Work instruction: Return the full listing unchanged, excluding any images it contains.

[Information shown]

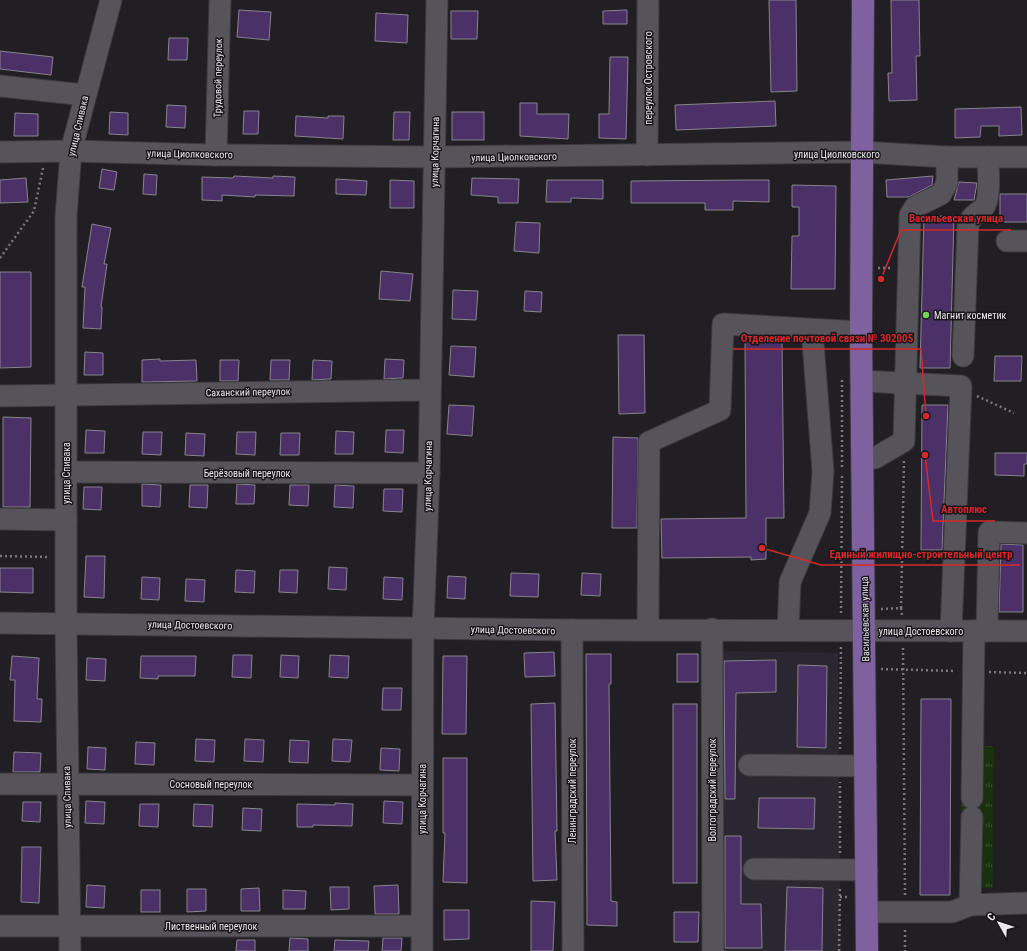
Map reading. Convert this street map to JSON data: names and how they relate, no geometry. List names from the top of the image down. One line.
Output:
{"streets":{"main road":["Васильевская улица"],"street":["Трудовой переулок","переулок Островского","улица Спивака","улица Корчагина","улица Циолковского","Саханский переулок","Берёзовый переулок","улица Достоевского","Сосновый переулок","Волгоградский переулок","Ленинградский переулок","Лиственный переулок"]},"crossings":[["Трудовой переулок","улица Циолковского"],["переулок Островского","улица Циолковского"],["улица Спивака","улица Циолковского"],["улица Спивака","Саханский переулок"],["улица Спивака","Берёзовый переулок"],["улица Спивака","улица Достоевского"],["улица Спивака","Сосновый переулок"],["улица Спивака","Лиственный переулок"],["улица Корчагина","улица Циолковского"],["улица Корчагина","Саханский переулок"],["улица Корчагина","Берёзовый переулок"],["улица Корчагина","улица Достоевского"],["улица Корчагина","Сосновый переулок"],["улица Корчагина","Лиственный переулок"],["улица Циолковского","Васильевская улица"],["Васильевская улица","улица Достоевского"],["улица Достоевского","Волгоградский переулок"],["улица Достоевского","Ленинградский переулок"]],"places":["Васильевская улица","Магнит косметик","Отделение почтовой связи № 302005","Автоплюс","Единый жилищно-строительный центр"],"north":"top left"}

[/Information shown]

Task solution:
Map reading. Convert this street map to JSON data: names and how they relate, no geometry. List names from the top of the image down. One line.
Output:
{"streets":{"main road":["Васильевская улица"],"street":["Трудовой переулок","переулок Островского","улица Спивака","улица Корчагина","улица Циолковского","Саханский переулок","Берёзовый переулок","улица Достоевского","Сосновый переулок","Волгоградский переулок","Ленинградский переулок","Лиственный переулок"]},"crossings":[["Трудовой переулок","улица Циолковского"],["переулок Островского","улица Циолковского"],["улица Спивака","улица Циолковского"],["улица Спивака","Саханский переулок"],["улица Спивака","Берёзовый переулок"],["улица Спивака","улица Достоевского"],["улица Спивака","Сосновый переулок"],["улица Спивака","Лиственный переулок"],["улица Корчагина","улица Циолковского"],["улица Корчагина","Саханский переулок"],["улица Корчагина","Берёзовый переулок"],["улица Корчагина","улица Достоевского"],["улица Корчагина","Сосновый переулок"],["улица Корчагина","Лиственный переулок"],["улица Циолковского","Васильевская улица"],["Васильевская улица","улица Достоевского"],["улица Достоевского","Волгоградский переулок"],["улица Достоевского","Ленинградский переулок"]],"places":["Васильевская улица","Магнит косметик","Отделение почтовой связи № 302005","Автоплюс","Единый жилищно-строительный центр"],"north":"top left"}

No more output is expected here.